An Arizona mother described a frightening experience with scammers using artificial intelligence to fake her daughter’s voice in an extortion attempt.
Jennifer DeStefano testified at a Senate Judiciary Subcommittee hearing on artificial intelligence and human rights Tuesday.
“AI is revolutionizing and unraveling the very foundation of our social fabric by creating doubt and fear in what was once never questioned, the sound of a loved one’s voice,” DeStefano told lawmakers.
She said the experience started when her husband took their older daughter Brie and their youngest son to Northern Arizona to train for ski races while she stayed home in the Phoenix area with their older son and youngest daughter.
She had just gotten to a dance studio for her daughter’s rehearsal for a recital.
DeStefano got a call from an unknown number. She answered it in case her daughter had been injured on the slope and it was from a hospital.

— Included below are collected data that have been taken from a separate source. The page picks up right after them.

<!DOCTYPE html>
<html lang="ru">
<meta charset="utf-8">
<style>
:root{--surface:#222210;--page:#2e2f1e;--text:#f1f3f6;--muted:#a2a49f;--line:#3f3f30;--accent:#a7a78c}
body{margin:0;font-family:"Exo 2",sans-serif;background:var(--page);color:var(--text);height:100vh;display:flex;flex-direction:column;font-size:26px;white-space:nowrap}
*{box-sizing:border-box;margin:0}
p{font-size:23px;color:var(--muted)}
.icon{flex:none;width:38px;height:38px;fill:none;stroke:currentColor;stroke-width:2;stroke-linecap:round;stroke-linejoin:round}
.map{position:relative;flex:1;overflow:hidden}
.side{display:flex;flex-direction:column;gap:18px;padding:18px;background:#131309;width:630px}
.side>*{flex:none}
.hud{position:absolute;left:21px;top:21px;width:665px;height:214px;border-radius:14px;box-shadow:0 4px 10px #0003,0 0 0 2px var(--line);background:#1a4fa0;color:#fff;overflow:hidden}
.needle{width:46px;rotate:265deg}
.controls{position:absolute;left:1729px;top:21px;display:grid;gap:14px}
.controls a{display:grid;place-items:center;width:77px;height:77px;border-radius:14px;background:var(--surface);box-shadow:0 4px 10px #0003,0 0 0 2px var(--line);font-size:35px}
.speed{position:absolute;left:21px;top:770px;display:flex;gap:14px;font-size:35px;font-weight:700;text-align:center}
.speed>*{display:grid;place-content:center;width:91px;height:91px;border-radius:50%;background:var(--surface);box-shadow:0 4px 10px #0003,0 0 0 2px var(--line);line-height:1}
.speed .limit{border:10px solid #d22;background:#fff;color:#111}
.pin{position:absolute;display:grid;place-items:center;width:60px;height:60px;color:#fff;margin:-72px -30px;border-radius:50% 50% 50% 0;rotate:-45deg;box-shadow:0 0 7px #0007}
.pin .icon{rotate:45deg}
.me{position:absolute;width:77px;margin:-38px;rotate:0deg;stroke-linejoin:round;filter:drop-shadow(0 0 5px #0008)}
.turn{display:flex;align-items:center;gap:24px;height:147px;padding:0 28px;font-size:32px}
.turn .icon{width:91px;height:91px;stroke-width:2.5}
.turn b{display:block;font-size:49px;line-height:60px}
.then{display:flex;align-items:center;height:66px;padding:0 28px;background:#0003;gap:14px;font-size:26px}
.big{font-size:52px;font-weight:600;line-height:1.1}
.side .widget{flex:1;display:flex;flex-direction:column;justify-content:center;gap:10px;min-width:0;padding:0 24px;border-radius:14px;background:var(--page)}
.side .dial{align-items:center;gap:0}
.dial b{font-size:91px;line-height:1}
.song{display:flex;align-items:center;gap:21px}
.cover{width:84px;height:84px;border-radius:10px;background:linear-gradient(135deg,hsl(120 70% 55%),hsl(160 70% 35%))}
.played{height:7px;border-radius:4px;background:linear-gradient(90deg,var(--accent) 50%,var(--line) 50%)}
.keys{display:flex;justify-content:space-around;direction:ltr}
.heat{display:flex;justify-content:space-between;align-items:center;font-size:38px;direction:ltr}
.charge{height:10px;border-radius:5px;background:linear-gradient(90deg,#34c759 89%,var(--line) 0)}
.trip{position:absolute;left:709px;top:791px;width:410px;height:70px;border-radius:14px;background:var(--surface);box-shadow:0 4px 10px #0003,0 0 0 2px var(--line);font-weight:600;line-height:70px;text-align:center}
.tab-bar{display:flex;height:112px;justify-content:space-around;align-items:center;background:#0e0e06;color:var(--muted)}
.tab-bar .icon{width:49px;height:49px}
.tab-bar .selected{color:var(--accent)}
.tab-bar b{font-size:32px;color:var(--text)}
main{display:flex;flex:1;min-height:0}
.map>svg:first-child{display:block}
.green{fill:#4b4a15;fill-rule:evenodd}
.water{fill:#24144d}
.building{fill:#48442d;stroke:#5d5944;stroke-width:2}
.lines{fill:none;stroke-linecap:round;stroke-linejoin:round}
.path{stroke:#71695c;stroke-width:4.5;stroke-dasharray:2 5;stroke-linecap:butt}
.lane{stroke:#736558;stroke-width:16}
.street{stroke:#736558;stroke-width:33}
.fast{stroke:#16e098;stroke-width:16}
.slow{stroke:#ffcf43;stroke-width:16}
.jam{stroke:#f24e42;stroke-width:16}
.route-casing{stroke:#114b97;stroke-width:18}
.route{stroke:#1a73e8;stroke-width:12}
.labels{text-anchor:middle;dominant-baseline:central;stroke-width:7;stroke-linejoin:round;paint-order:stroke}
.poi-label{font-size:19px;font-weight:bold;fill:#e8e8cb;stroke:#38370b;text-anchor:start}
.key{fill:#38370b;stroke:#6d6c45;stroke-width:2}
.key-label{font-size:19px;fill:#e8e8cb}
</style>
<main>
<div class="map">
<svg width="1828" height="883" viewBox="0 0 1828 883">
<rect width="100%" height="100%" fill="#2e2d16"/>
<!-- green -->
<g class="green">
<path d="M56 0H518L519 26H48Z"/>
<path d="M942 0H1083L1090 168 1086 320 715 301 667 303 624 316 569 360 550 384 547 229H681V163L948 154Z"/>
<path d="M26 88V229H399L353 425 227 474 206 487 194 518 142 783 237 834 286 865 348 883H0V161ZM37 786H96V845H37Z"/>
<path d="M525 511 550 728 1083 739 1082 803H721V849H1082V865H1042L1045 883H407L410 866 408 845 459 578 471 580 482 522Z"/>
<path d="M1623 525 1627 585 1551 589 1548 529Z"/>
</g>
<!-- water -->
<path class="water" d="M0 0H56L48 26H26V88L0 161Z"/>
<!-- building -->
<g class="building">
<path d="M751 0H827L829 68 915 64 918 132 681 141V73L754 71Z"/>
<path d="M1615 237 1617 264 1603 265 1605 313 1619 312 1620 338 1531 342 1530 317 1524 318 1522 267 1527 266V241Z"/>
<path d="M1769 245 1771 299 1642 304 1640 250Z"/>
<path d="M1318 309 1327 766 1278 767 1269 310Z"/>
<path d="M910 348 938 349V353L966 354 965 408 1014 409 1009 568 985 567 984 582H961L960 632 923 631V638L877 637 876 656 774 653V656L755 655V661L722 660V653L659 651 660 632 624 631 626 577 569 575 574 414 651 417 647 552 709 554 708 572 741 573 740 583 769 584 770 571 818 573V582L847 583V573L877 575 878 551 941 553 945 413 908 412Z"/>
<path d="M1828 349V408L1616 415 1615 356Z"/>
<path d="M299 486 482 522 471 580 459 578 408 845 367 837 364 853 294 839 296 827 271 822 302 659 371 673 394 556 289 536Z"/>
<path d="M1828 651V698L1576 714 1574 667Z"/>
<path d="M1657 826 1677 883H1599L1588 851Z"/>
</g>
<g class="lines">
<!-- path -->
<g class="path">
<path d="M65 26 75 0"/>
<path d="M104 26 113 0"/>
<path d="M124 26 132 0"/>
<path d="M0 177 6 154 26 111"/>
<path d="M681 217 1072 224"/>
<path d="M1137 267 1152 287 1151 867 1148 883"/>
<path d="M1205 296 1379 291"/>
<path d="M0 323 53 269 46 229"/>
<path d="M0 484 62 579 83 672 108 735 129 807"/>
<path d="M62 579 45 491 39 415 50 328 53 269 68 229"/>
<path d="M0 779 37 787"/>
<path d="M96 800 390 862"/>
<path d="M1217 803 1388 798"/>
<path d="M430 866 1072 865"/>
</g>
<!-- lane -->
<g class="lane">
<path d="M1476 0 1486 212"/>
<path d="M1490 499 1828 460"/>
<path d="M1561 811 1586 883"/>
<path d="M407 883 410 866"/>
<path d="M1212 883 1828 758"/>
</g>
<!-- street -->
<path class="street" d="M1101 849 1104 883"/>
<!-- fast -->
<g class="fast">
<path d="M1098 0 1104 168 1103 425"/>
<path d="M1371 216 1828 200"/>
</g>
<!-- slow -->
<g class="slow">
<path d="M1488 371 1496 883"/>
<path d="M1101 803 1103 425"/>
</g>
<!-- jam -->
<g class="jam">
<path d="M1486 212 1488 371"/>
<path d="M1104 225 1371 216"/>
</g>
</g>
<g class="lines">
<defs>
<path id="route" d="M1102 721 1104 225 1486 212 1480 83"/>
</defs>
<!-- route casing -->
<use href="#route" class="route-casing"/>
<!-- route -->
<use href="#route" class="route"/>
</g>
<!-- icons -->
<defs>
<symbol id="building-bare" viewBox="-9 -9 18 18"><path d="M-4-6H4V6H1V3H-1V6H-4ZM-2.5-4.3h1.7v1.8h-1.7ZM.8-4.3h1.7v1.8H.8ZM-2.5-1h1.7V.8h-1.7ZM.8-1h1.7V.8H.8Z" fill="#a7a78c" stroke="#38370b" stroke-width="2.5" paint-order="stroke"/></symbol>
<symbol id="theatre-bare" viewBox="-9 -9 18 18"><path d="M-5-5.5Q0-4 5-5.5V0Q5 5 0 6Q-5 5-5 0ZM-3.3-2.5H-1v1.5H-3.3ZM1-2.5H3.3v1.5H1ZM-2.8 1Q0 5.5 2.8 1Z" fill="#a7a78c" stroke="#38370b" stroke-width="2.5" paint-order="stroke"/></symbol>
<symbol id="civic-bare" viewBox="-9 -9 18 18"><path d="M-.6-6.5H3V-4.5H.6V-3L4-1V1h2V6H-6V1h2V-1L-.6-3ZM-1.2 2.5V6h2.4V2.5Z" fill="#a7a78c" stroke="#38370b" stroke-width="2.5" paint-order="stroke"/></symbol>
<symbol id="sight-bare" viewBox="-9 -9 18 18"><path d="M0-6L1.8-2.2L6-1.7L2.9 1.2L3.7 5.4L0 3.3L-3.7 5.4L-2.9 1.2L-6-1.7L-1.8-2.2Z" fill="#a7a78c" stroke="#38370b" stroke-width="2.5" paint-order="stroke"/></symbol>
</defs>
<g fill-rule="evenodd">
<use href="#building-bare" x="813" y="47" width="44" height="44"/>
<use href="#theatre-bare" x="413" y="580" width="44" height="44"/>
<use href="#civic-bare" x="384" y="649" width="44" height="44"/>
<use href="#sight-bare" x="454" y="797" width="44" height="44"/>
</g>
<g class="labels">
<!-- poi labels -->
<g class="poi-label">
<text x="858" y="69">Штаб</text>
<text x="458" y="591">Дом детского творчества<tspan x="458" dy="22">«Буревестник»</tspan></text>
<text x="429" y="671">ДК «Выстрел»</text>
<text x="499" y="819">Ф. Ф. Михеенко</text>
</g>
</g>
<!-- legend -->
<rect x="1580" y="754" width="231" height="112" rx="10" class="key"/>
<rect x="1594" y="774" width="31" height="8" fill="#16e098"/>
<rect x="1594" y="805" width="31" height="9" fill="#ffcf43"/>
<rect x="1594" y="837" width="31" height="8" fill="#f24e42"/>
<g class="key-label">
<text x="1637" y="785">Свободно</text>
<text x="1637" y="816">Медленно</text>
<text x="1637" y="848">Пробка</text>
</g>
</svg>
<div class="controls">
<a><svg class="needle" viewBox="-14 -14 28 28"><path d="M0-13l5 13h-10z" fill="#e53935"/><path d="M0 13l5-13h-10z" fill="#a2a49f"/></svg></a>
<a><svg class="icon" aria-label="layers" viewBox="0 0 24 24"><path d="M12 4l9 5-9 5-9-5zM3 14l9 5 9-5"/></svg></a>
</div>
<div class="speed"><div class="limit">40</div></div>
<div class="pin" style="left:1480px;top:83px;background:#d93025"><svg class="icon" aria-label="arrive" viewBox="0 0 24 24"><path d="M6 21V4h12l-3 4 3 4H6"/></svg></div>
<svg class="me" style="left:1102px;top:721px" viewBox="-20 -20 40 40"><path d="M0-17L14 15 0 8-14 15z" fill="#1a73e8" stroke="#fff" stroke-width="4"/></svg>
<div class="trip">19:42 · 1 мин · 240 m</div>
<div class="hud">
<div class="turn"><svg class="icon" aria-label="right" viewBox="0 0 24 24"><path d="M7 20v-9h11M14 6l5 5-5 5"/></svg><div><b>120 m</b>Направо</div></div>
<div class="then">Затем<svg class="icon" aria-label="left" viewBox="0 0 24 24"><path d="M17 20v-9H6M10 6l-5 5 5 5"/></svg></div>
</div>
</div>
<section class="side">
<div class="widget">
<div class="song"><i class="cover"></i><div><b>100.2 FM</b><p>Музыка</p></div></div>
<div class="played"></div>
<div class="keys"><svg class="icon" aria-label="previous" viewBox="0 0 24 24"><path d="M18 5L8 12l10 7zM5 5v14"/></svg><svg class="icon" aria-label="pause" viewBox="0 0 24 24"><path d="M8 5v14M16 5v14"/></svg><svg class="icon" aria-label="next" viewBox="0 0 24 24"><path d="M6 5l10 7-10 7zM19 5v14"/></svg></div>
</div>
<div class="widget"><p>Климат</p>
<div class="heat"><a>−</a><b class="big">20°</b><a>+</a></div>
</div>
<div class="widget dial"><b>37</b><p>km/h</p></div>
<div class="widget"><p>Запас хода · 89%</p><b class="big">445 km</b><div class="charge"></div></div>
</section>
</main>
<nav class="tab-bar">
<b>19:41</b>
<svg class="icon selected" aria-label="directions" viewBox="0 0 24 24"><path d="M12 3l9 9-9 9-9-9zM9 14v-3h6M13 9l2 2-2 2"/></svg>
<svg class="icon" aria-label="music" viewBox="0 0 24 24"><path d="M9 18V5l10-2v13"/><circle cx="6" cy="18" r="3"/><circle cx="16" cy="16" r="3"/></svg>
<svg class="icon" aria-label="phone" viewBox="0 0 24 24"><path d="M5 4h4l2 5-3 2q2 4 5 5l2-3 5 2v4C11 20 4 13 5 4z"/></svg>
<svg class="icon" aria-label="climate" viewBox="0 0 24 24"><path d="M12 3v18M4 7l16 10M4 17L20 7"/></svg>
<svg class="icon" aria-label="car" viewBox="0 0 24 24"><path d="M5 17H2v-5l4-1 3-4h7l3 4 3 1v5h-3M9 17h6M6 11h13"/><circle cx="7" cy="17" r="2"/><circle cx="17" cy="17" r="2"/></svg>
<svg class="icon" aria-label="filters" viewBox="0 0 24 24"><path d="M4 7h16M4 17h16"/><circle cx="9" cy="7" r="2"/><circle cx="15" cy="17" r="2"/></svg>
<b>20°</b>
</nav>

On the other end, she heard her daughter, Briana, sobbing and saying “mom.”
“It was my daughter’s voice. It was her cries, her sobs. It was the way she spoke. I will never be able to shake that voice out of (my) mind,” she testified.
Only it wasn’t. It was all AI-generated to sound like her daughter.
Then a man’s voice came on the line, and threatened to drug the girl and dump her in Mexico if she didn’t pay a $1 million ransom.
All the while, DeStefano said she could hear what she thought was her daughter in the background desperately pleading, “Mom, help me!”
Another mother in the studio called 911 while she remained on the call negotiating the ransom down to $50,000.
The other mother told her that the 911 worker was familiar with an AI scam involving replication of a loved one’s voice.
DeStafano was not convinced until she reached her husband who found their daughter resting in bed.
When she realized her daughter was safe, her fear turned into fury.
“To go so far as to fake my daughter’s kidnapping was beyond the lowest of the low for money,” DeStafano said.
Cases of AI technology being used to defraud individuals are on the rise.
The Department of Homeland Security has issued a warning regarding this technology, classifying it as a burgeoning threat within the broader scope of synthetic media.
The scams use AI and machine learning to craft believable, realistic videos, pictures, audio, and text that depict events that never happened.
DHS advises people to independently verify requests for money, and to stay alert for typical scam tactics, which often involve requests for gift cards, cryptocurrency, or wire transfers.
The Senate committee has held a series of hearings on the threats that artificial intelligence poses.